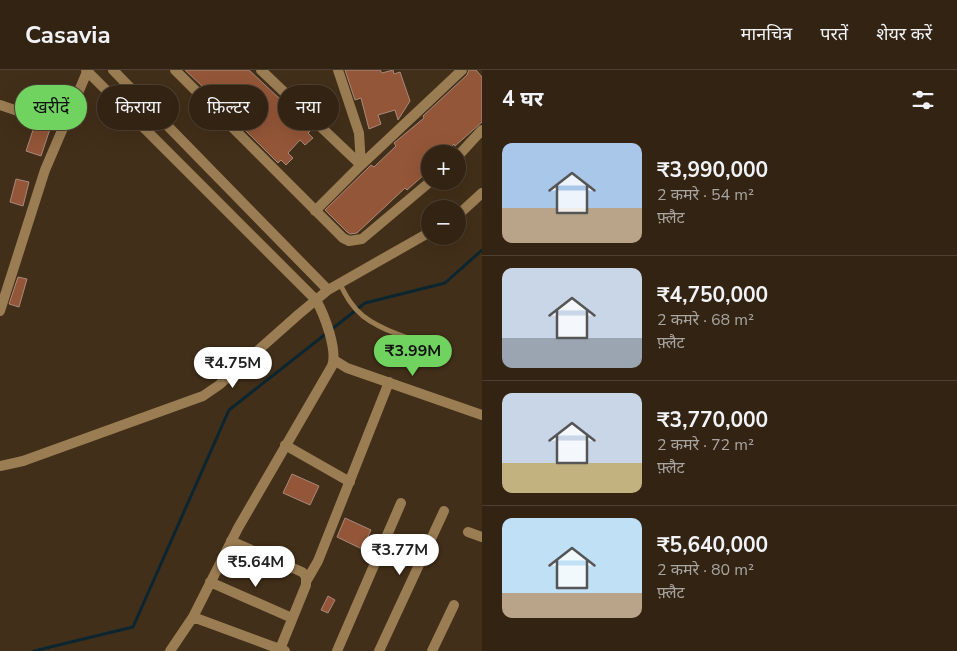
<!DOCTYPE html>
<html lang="hi">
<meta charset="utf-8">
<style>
body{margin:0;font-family:"Nunito Sans","Noto Sans Devanagari",sans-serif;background:#3d2f21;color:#f1f3f6;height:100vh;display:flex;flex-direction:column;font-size:19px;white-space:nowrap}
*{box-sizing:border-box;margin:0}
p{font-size:16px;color:#a8a4a0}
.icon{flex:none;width:28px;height:28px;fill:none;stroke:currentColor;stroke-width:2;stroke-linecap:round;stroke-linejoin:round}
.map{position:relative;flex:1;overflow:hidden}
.drawer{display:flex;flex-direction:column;background:#322313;width:475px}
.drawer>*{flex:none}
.guide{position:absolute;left:15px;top:15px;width:391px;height:45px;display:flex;gap:10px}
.tools{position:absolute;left:421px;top:75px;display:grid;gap:10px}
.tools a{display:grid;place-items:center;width:45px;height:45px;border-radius:50%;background:#322313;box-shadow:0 5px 20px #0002,0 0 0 1px #4d4033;font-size:25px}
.price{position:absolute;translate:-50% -42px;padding:0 11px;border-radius:18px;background:#fff;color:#222;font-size:16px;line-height:32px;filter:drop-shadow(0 1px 2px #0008)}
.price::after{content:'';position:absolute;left:50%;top:30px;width:15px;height:11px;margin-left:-8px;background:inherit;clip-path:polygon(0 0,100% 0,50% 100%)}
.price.on{background:#70d35f;color:#111}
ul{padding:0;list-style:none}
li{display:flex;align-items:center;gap:15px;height:125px;padding:0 20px}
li+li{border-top:1px solid #4d4033}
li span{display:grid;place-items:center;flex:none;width:140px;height:100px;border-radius:10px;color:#555}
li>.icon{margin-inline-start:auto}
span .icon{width:60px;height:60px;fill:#fffc;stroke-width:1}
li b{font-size:21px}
h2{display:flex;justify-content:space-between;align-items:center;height:60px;padding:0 20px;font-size:21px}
.tag{padding:0 18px;border-radius:22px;background:#322313;box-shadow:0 5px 20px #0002,0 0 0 1px #4d4033;font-size:18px;line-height:45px}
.tag.on{background:#70d35f;color:#111}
header{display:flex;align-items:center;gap:30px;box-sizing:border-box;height:70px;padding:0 25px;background:#322313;border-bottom:1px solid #4d4033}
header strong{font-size:24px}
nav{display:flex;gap:28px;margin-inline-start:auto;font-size:18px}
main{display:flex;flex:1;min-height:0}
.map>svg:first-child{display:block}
</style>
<header>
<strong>Casavia</strong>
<nav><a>मानचित्र</a><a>परतें</a><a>शेयर करें</a></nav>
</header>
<main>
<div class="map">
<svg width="482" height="581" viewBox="0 0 482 581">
<rect width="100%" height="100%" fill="#422f19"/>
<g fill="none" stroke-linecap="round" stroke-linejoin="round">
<path stroke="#0b2630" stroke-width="3" d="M34,581l99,-24 96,-217 136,-107 80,-20 37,-33"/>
</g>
<path fill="#945638" stroke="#a9897b" d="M185,0h64l63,59 -4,4 5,5 -8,7 -5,-5 -12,13 5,5 -7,7 -5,-5 -3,3 -59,-59 1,-1z
M345,0h35l2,3 11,-3 1,4 6,-2 10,29 -12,19 -3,-10 -17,5 3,9 -12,5 -8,-31 -6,2z
M469,0h7l6,7v45l-27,24 -1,-2 -10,10h-14v8l-8,7 4,4 -19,17 -2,-2 -48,45 -7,1 -3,-2 -22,-22 46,-45 3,2 22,-21 -2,-3 30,-25 -1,-2 44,-41z
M35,54l15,5 -9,27 -15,-5z
M16,109l13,3 -6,24 -13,-4z
M18,207l9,2 -8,28 -10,-3z
M292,404l27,12 -9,19 -27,-12z
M345,448l26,12 -9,19 -25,-12z
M328,526l7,4 -7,13 -7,-3z"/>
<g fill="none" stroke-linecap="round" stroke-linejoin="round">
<path stroke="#9b7d53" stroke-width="5" d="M340,214c6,12 12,23 23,32 19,15 53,25 76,32"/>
<path stroke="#9b7d53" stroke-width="10" d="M175,0l168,168 6,3 13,-2 69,-58
M261,0l100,95
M338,0l21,63 2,32
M0,35l62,21
M458,86l24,-26
M315,141l46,-46 101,-95
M0,241l45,-141 42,-98
M334,290l13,8 135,47
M285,375l65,37
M468,462l14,5
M231,471l71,31 4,4v9l-26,64
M307,510l11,-19 71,-179
M210,512l82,36
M193,547l92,34
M170,581l23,-34 45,-89 94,-162c6,-16 -8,-52 -16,-66
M337,581l64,-148
M379,581l65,-140
M432,581l22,-46"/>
<path stroke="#9b7d53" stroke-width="10" d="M86,0l230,230
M113,0l215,220
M458,145l24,-22
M0,396l23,-5 180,-65 16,-11 80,-71 29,-24 102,-58"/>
</g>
</svg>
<div class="tools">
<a>+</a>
<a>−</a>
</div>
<b class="price on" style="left:413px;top:307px">₹3.99M</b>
<b class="price" style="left:233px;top:319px">₹4.75M</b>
<b class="price" style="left:400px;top:506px">₹3.77M</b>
<b class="price" style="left:256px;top:518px">₹5.64M</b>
<div class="guide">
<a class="tag on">खरीदें</a>
<a class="tag">किराया</a>
<a class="tag">फ़िल्टर</a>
<a class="tag">नया</a>
</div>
</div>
<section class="drawer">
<h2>4 घर<svg class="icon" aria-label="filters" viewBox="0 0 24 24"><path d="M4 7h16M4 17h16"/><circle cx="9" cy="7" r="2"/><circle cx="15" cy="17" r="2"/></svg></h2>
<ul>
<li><span style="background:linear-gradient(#a9c7e8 65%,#b9a48a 0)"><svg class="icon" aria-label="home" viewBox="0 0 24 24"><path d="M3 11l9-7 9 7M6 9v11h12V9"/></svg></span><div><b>₹3,990,000</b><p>2 कमरे · 54 m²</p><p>फ़्लैट</p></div></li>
<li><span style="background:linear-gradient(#c9d6e8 70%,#9aa5b1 0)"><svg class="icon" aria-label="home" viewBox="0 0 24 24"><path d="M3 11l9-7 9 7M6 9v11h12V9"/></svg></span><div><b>₹4,750,000</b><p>2 कमरे · 68 m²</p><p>फ़्लैट</p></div></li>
<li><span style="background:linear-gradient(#c9d6e8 70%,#c2b280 0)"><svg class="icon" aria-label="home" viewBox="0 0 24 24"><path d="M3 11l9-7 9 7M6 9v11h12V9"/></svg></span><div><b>₹3,770,000</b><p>2 कमरे · 72 m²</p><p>फ़्लैट</p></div></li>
<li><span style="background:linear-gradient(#bfe0f5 75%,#b9a48a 0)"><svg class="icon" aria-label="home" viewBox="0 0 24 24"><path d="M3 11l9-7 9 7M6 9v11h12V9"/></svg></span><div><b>₹5,640,000</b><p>2 कमरे · 80 m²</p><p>फ़्लैट</p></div></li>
</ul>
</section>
</main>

= = = =

▶ _To do_:
Set apart and copy each line of the records that holds the word "start".

▶ _The completed task_:
li>.icon{margin-inline-start:auto}
nav{display:flex;gap:28px;margin-inline-start:auto;font-size:18px}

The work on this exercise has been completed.